» **Extracted information**
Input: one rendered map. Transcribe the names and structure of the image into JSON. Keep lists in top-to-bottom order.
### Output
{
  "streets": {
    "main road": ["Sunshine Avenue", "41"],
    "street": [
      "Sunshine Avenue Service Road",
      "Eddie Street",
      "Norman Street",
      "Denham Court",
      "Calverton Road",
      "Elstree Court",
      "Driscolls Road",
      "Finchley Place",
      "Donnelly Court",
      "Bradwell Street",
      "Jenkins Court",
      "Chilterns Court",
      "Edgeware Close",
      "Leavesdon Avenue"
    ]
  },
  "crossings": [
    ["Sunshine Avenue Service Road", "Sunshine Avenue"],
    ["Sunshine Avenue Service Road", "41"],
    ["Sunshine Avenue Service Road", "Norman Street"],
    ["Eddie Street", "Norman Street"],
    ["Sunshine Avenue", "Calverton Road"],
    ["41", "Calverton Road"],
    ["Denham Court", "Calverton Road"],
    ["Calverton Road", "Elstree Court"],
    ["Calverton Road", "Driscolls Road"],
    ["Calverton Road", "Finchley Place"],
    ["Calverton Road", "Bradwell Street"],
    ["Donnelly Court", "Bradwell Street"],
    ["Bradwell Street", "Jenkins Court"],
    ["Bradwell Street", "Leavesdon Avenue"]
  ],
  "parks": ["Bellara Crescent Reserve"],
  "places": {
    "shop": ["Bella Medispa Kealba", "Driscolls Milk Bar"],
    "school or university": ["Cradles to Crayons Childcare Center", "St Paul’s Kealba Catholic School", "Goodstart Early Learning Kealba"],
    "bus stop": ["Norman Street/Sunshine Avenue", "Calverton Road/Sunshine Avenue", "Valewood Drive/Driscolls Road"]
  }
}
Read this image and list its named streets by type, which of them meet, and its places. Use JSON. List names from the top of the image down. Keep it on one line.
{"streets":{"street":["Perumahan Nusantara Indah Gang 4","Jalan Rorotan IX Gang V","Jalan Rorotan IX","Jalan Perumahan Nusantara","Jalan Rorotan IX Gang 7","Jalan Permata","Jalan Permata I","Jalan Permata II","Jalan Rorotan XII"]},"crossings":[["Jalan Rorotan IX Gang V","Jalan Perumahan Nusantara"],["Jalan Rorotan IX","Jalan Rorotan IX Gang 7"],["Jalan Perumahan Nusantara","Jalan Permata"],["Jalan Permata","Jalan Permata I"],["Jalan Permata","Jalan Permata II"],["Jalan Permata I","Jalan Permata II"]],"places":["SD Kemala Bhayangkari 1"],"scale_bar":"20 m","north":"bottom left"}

» **What is needed**
Write the data back out verbatim.

» **Output of the exercise**
Input: one rendered map. Transcribe the names and structure of the image into JSON. Keep lists in top-to-bottom order.
### Output
{
  "streets": {
    "main road": ["Sunshine Avenue", "41"],
    "street": [
      "Sunshine Avenue Service Road",
      "Eddie Street",
      "Norman Street",
      "Denham Court",
      "Calverton Road",
      "Elstree Court",
      "Driscolls Road",
      "Finchley Place",
      "Donnelly Court",
      "Bradwell Street",
      "Jenkins Court",
      "Chilterns Court",
      "Edgeware Close",
      "Leavesdon Avenue"
    ]
  },
  "crossings": [
    ["Sunshine Avenue Service Road", "Sunshine Avenue"],
    ["Sunshine Avenue Service Road", "41"],
    ["Sunshine Avenue Service Road", "Norman Street"],
    ["Eddie Street", "Norman Street"],
    ["Sunshine Avenue", "Calverton Road"],
    ["41", "Calverton Road"],
    ["Denham Court", "Calverton Road"],
    ["Calverton Road", "Elstree Court"],
    ["Calverton Road", "Driscolls Road"],
    ["Calverton Road", "Finchley Place"],
    ["Calverton Road", "Bradwell Street"],
    ["Donnelly Court", "Bradwell Street"],
    ["Bradwell Street", "Jenkins Court"],
    ["Bradwell Street", "Leavesdon Avenue"]
  ],
  "parks": ["Bellara Crescent Reserve"],
  "places": {
    "shop": ["Bella Medispa Kealba", "Driscolls Milk Bar"],
    "school or university": ["Cradles to Crayons Childcare Center", "St Paul’s Kealba Catholic School", "Goodstart Early Learning Kealba"],
    "bus stop": ["Norman Street/Sunshine Avenue", "Calverton Road/Sunshine Avenue", "Valewood Drive/Driscolls Road"]
  }
}
Read this image and list its named streets by type, which of them meet, and its places. Use JSON. List names from the top of the image down. Keep it on one line.
{"streets":{"street":["Perumahan Nusantara Indah Gang 4","Jalan Rorotan IX Gang V","Jalan Rorotan IX","Jalan Perumahan Nusantara","Jalan Rorotan IX Gang 7","Jalan Permata","Jalan Permata I","Jalan Permata II","Jalan Rorotan XII"]},"crossings":[["Jalan Rorotan IX Gang V","Jalan Perumahan Nusantara"],["Jalan Rorotan IX","Jalan Rorotan IX Gang 7"],["Jalan Perumahan Nusantara","Jalan Permata"],["Jalan Permata","Jalan Permata I"],["Jalan Permata","Jalan Permata II"],["Jalan Permata I","Jalan Permata II"]],"places":["SD Kemala Bhayangkari 1"],"scale_bar":"20 m","north":"bottom left"}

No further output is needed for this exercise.